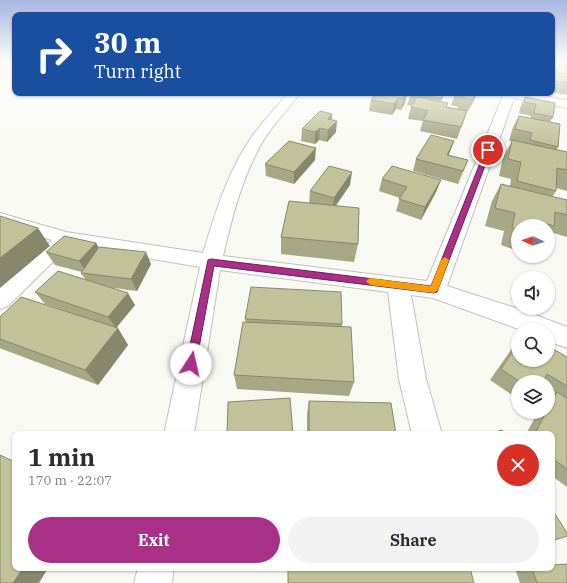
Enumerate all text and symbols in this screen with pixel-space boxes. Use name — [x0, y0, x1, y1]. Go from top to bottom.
text: 30 m — [94, 24, 161, 61]
icon: right — [28, 28, 80, 80]
text: Turn right — [94, 60, 181, 83]
pin — [471, 133, 505, 167]
icon: arrive — [477, 139, 499, 161]
north arrow — [511, 219, 555, 263]
map controls — [511, 219, 555, 419]
button: sound — [511, 271, 555, 315]
button: search — [511, 323, 555, 367]
position arrow — [170, 343, 212, 385]
button: layers — [511, 375, 555, 419]
text: 1 min — [28, 441, 95, 473]
button: close — [497, 444, 539, 486]
text: 170 m · 22:07 — [28, 472, 112, 489]
button: Exit — [28, 517, 280, 563]
button: Share — [288, 517, 539, 563]

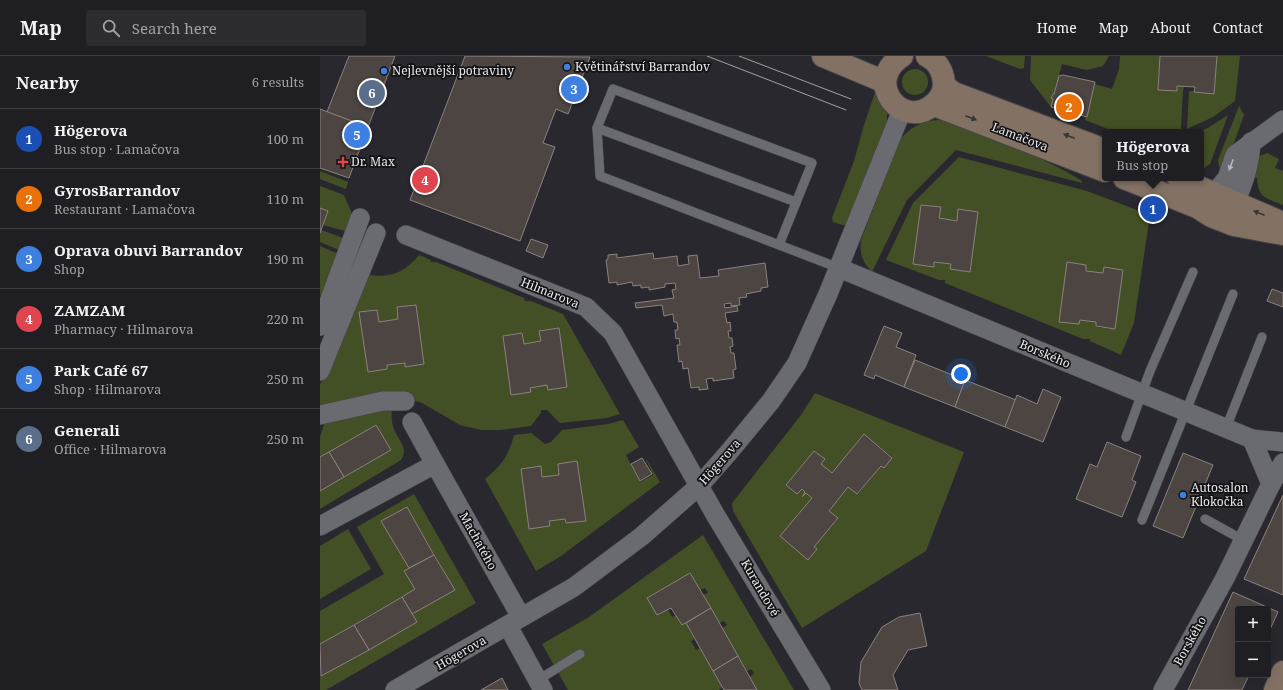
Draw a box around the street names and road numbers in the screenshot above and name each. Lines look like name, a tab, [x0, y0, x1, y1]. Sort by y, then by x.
street label: Lamačova	[990, 118, 1051, 155]
street label: Hilmarova	[519, 273, 582, 312]
street label: Borského	[1017, 335, 1073, 372]
street label: Högerova	[695, 435, 744, 488]
street label: Machatého	[456, 509, 501, 573]
street label: Kurandové	[737, 556, 784, 619]
street label: Borského	[1169, 613, 1210, 668]
street label: Högerova	[432, 631, 489, 674]

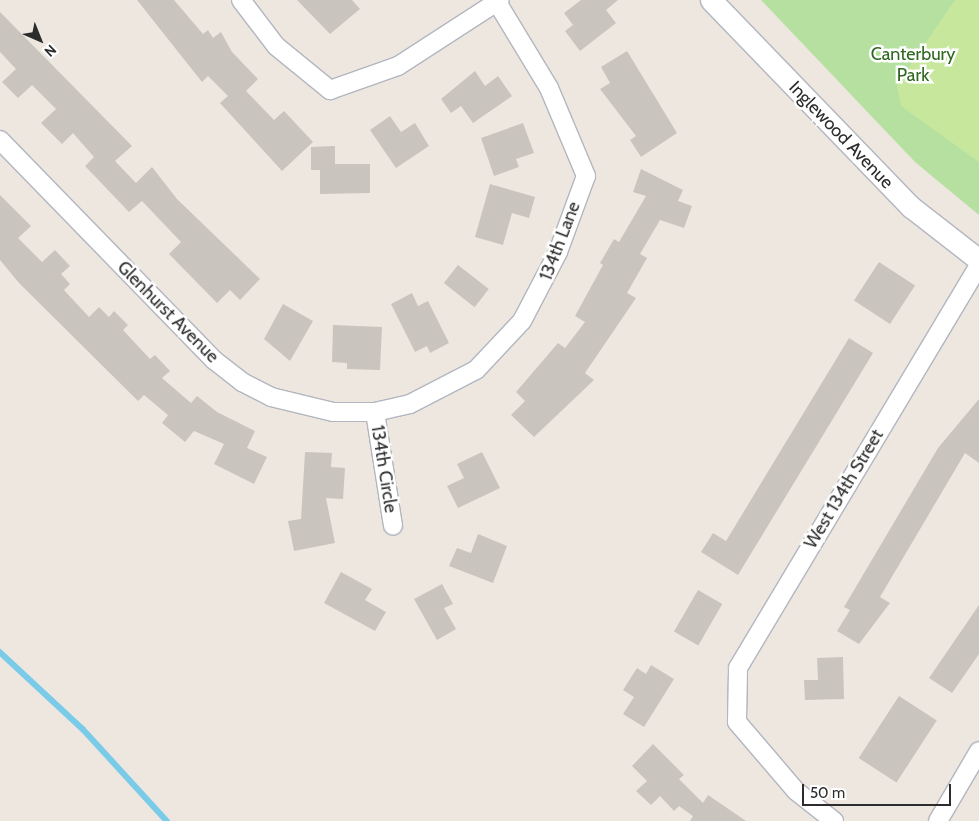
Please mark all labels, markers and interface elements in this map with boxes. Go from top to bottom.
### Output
north arrow [15,15,65,65]
text: N [41,41,60,61]
park label: Canterbury Park [871,44,955,86]
street label: Inglewood Avenue [784,77,898,193]
street label: 134th Lane [535,198,585,284]
street label: Glenhurst Avenue [113,257,223,367]
street label: 134th Circle [366,424,402,514]
street label: West 134th Street [800,425,888,553]
scale bar [804,774,953,806]
text: 50 m [810,784,845,802]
====
Take the lines above from the one holding "Please mark all" to the last and output them exactly.

## REPLY
Please mark all labels, markers and interface elements in this map with boxes. Go from top to bottom.
### Output
north arrow [15,15,65,65]
text: N [41,41,60,61]
park label: Canterbury Park [871,44,955,86]
street label: Inglewood Avenue [784,77,898,193]
street label: 134th Lane [535,198,585,284]
street label: Glenhurst Avenue [113,257,223,367]
street label: 134th Circle [366,424,402,514]
street label: West 134th Street [800,425,888,553]
scale bar [804,774,953,806]
text: 50 m [810,784,845,802]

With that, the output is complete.